This story is a smidge old but relevant nonetheless to a future post.
Astronomers have recently been able to observe a star as it was shredded apart by a black hole.  It was the Swift spacecraft that first noticed the stellar demise, registering it as an enormous burst of gamma radiation in the depths of space.  The duration and intensity of the burst befuddled scientists as to the nature of its origin.  After review of the data, it is now strongly believed that the gamma rays were the dying gasp of a star as it fell into the gravitational vortex of a black hole.

For the uninitiated, black holes are thought to form after a star goes supernova, leaving behind an incredibly dense remnant.  This region is so dense that nothing, not even light, can resist its gravitational pull.  A gas and other matter are dragged  into a black hole, bursts of light and radiation are emitted and can at times be visible on Earth.  In certain ways, black holes may be the most pivotal occurrences in cosmology, acting as the great destroyers/creators in the universe.  
Everybody go that down?  Good.  Check back tomorrow for how it applies.

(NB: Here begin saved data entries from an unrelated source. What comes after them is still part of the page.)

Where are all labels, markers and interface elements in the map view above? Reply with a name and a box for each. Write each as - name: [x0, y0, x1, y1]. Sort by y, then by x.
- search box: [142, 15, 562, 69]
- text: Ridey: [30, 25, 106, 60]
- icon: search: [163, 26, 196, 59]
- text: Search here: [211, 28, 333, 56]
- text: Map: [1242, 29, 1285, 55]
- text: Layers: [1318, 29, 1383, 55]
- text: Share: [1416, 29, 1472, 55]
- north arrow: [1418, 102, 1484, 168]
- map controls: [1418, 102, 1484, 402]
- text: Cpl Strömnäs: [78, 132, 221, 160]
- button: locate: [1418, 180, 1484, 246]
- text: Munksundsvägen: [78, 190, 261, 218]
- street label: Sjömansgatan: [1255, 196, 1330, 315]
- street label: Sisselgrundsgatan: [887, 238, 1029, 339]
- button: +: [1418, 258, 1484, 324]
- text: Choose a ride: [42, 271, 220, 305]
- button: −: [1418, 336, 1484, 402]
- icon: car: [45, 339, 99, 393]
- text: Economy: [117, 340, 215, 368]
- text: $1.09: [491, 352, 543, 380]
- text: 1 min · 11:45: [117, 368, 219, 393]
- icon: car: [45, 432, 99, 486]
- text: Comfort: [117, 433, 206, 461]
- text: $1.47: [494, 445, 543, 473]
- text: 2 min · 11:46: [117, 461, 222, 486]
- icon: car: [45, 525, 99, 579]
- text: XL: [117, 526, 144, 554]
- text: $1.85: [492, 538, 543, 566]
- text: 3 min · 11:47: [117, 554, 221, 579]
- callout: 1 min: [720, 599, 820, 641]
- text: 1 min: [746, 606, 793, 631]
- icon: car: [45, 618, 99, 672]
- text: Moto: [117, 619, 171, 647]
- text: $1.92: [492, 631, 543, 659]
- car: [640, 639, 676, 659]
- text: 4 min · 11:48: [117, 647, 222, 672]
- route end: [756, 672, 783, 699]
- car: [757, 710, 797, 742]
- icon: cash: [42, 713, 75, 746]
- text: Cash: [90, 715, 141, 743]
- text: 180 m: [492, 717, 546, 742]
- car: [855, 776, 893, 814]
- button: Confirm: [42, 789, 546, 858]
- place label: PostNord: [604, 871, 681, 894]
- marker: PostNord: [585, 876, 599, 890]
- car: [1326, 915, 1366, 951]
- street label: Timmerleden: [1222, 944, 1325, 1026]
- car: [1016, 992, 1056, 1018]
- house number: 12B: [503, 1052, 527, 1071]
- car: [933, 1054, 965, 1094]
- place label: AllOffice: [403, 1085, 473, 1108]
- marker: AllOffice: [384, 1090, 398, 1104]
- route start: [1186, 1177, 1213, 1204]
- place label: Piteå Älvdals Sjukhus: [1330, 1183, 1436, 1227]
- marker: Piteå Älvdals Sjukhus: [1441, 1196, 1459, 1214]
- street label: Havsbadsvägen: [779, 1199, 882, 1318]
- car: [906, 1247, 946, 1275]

In other space news, Saturn's moon Enceladus has been observed spewing ice and water vapor through geysers.  This seems to indicate that a large saltwater ocean sits beneath the moon's icy surface, an ocean that may support life.
The cluster of galaxies known as Pandora (no, not the planet from that dumbass Avatar) is now thought to be the result of a collision between four or more galaxy clusters.  The study of this exact collision may yield a greater understanding of dark matter.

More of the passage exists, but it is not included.